2 · Loading — 02_bronze_autoloader.py (Databricks notebook)

Auto Loader incrementally ingests each CSV into a raw Delta table in Unity Catalog, adding lineage. Re-runnable and idempotent.

# Databricks notebook source
# MAGIC %md
# MAGIC # Bronze ingestion — Auto Loader
# MAGIC Incrementally loads each raw CSV into a Bronze Delta table in Unity Catalog.
# MAGIC Each source table lives in its own folder under the raw_files volume; one Auto
# MAGIC Loader stream watches each folder and writes to its own table. Re-runs are
# MAGIC incremental and idempotent (checkpoints track what's been seen), so this is
# MAGIC safe to schedule.

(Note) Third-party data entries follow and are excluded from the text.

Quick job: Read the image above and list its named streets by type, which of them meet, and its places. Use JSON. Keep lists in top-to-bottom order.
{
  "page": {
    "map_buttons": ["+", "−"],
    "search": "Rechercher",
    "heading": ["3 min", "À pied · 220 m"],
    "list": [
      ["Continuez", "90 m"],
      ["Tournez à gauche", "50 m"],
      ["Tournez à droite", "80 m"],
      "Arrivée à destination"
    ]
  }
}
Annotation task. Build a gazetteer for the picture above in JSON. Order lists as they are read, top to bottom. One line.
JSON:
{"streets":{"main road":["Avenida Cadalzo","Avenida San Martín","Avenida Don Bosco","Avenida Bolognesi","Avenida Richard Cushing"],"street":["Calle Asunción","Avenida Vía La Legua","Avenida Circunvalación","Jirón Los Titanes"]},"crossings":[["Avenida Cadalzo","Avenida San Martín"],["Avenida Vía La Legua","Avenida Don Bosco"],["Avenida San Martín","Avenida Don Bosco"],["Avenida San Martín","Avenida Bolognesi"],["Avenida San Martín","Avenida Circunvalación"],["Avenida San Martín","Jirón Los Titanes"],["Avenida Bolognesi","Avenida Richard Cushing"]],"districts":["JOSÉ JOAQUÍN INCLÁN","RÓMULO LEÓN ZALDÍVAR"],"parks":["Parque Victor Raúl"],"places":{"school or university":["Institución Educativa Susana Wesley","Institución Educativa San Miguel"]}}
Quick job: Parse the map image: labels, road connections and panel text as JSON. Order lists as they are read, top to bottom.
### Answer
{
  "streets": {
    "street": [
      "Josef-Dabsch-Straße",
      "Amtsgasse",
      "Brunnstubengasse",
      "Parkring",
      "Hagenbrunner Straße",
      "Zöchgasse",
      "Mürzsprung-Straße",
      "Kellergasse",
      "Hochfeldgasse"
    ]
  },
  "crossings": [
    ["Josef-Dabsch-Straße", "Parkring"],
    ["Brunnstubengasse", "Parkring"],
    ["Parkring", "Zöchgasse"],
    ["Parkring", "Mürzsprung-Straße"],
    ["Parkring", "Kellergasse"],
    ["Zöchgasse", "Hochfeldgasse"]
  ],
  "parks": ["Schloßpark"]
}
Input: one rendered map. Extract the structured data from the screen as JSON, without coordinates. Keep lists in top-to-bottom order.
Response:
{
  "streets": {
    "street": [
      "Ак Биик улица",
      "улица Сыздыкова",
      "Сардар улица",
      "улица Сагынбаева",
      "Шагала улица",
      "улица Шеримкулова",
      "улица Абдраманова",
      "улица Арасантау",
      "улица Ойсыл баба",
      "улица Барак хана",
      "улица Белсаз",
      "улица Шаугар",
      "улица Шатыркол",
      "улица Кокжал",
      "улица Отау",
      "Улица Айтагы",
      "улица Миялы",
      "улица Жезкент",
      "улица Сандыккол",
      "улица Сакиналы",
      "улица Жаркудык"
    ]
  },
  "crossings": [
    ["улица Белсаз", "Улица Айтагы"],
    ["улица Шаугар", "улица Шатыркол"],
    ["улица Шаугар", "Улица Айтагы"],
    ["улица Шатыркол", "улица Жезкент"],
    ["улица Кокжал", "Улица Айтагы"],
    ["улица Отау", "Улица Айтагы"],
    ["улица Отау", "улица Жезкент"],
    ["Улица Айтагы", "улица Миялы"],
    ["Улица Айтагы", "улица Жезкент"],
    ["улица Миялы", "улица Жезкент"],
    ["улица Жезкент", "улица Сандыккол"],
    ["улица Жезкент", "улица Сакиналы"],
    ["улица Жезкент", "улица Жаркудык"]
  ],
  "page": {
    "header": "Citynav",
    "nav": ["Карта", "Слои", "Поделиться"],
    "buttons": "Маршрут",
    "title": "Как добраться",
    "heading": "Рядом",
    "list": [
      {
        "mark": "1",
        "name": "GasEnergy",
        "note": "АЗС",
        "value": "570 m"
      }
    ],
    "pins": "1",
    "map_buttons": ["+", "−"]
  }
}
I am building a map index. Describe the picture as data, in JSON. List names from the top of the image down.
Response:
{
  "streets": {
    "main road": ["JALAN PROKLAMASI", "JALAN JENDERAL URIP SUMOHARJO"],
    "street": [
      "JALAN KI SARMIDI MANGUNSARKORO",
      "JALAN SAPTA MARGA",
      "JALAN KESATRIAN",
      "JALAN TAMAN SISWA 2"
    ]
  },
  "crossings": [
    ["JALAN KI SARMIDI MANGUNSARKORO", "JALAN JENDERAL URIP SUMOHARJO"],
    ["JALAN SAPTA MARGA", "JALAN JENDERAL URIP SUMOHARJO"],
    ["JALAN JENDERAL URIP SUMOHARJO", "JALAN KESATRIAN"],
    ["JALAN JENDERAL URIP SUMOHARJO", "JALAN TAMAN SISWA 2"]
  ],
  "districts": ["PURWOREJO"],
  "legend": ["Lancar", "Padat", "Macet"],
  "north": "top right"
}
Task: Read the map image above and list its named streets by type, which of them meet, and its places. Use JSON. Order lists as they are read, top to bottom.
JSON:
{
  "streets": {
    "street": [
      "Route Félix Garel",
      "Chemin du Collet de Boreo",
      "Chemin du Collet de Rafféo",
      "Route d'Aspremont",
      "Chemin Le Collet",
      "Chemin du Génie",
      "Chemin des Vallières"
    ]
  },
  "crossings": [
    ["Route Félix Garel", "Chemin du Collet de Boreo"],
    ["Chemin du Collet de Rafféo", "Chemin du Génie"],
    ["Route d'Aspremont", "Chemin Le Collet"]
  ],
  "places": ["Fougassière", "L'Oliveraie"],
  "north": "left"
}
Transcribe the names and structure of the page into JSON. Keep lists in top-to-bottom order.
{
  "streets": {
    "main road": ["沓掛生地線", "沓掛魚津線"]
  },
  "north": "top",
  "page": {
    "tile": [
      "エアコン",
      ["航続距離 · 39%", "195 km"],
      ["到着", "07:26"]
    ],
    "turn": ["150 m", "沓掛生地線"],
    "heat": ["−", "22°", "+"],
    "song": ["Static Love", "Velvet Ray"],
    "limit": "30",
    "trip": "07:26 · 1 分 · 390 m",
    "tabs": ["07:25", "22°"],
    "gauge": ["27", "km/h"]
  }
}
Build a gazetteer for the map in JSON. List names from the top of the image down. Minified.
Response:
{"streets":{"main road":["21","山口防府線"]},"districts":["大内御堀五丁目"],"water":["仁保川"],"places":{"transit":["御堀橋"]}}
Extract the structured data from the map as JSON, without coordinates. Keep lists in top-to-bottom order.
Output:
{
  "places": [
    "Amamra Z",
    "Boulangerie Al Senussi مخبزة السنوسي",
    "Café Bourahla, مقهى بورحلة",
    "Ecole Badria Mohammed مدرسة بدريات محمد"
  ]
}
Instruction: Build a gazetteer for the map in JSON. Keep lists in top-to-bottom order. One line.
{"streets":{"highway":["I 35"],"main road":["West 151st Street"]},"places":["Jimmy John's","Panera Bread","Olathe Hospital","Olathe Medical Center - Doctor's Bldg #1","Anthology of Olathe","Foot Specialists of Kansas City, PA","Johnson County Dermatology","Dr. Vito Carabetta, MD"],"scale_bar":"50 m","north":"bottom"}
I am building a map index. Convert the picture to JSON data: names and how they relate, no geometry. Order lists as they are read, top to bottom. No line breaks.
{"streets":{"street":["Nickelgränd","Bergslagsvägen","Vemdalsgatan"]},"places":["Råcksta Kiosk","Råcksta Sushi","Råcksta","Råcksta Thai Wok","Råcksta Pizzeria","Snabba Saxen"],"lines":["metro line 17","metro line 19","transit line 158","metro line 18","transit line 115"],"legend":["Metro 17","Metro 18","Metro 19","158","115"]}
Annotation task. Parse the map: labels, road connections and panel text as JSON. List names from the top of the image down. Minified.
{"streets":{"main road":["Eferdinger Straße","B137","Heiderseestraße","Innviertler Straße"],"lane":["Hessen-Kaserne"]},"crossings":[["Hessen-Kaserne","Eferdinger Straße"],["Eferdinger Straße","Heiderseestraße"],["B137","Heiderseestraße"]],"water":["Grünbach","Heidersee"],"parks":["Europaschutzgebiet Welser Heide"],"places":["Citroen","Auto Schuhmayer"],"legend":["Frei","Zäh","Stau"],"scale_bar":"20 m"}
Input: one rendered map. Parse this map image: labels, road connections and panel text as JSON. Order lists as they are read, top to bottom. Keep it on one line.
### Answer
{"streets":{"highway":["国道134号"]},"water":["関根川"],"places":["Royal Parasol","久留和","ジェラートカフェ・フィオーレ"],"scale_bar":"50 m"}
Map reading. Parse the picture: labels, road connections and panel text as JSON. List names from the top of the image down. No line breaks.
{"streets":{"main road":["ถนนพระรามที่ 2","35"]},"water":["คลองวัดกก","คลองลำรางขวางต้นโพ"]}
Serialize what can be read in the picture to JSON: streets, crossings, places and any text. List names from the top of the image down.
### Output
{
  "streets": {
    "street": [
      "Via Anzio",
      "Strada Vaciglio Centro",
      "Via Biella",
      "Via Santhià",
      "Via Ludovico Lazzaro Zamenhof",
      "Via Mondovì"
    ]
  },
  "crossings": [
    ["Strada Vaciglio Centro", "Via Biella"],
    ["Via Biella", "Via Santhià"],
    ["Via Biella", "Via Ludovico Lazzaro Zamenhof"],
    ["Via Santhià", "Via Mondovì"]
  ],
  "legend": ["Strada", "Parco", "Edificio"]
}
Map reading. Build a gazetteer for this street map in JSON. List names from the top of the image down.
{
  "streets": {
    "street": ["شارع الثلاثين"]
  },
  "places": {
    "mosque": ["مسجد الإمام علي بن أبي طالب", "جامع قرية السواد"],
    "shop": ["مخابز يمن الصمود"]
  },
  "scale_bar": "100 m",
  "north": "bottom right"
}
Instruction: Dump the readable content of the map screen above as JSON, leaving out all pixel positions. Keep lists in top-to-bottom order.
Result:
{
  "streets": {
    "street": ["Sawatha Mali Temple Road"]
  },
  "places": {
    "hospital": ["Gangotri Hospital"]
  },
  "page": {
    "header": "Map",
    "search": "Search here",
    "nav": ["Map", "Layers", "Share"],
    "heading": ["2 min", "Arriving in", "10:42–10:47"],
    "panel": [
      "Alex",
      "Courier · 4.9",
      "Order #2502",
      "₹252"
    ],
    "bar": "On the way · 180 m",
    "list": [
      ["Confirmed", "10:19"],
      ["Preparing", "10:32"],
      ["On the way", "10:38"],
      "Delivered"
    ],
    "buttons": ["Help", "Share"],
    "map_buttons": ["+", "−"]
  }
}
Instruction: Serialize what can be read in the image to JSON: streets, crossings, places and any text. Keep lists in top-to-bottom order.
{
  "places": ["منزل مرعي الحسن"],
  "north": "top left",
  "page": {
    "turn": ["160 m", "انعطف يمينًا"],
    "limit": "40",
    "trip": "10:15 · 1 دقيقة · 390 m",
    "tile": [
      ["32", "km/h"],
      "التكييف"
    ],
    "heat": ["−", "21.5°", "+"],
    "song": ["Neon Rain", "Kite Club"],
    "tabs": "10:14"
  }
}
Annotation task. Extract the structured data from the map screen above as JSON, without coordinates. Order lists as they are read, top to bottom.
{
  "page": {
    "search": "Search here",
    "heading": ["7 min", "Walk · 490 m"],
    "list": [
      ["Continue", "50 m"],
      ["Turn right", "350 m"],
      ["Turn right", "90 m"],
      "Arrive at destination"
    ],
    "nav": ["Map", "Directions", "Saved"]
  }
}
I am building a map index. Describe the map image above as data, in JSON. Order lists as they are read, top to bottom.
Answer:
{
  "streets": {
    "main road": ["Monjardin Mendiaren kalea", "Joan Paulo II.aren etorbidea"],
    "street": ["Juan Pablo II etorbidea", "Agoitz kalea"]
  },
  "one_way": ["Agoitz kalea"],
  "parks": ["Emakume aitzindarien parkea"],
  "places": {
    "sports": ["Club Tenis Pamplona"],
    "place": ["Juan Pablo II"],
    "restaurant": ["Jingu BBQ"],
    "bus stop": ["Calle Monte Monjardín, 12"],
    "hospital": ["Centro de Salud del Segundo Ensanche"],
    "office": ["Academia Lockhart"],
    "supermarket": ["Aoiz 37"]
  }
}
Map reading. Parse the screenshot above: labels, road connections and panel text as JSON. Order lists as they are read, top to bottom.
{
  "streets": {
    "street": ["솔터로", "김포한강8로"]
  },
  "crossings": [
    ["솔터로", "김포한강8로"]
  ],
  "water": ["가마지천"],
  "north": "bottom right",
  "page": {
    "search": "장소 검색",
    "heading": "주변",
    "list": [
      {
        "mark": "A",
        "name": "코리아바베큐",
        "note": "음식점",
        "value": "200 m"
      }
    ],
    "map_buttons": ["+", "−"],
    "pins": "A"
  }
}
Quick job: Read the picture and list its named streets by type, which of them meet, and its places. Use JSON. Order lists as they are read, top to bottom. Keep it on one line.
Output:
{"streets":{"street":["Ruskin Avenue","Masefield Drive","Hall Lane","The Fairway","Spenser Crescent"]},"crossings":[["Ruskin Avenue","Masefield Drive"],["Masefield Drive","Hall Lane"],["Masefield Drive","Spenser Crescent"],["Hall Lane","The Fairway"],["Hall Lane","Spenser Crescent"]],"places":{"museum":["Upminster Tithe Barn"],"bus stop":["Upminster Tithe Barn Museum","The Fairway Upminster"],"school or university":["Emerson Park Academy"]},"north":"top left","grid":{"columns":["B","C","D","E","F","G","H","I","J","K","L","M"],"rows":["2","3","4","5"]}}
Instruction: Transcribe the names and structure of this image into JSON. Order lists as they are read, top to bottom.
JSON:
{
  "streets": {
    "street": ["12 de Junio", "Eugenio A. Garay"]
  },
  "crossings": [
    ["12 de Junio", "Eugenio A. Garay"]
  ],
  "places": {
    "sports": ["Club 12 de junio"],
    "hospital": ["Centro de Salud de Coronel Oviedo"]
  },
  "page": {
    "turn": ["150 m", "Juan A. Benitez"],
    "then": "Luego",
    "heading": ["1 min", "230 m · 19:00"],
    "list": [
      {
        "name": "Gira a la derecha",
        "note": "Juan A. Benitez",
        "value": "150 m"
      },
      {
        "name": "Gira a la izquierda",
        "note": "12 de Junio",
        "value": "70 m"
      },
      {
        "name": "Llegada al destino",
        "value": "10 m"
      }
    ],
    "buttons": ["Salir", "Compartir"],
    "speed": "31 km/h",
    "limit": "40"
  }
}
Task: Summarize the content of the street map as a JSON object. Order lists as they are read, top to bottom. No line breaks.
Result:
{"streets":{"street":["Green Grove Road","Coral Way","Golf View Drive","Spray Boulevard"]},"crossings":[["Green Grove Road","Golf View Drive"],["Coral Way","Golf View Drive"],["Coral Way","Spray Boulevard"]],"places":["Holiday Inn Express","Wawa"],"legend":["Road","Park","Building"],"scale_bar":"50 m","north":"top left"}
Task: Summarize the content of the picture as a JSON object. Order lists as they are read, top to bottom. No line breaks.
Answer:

Bronze keeps the data essentially as-is and adds lineage;
# MAGIC all real cleaning happens later in Silver.

# COMMAND ----------

from pyspark.sql.functions import current_timestamp, col

CATALOG = "supply_chain"
BRONZE  = "bronze"
VOLUME_ROOT     = f"/Volumes/{CATALOG}/{BRONZE}/raw_files"
CHECKPOINT_ROOT = f"/Volumes/{CATALOG}/{BRONZE}/checkpoints"
TABLES = ["dim_product", "dim_location", "dim_supplier", "product_supplier",
          "fact_sales", "fact_inventory_snapshot", "fact_purchase_orders", "fact_goods_receipts"]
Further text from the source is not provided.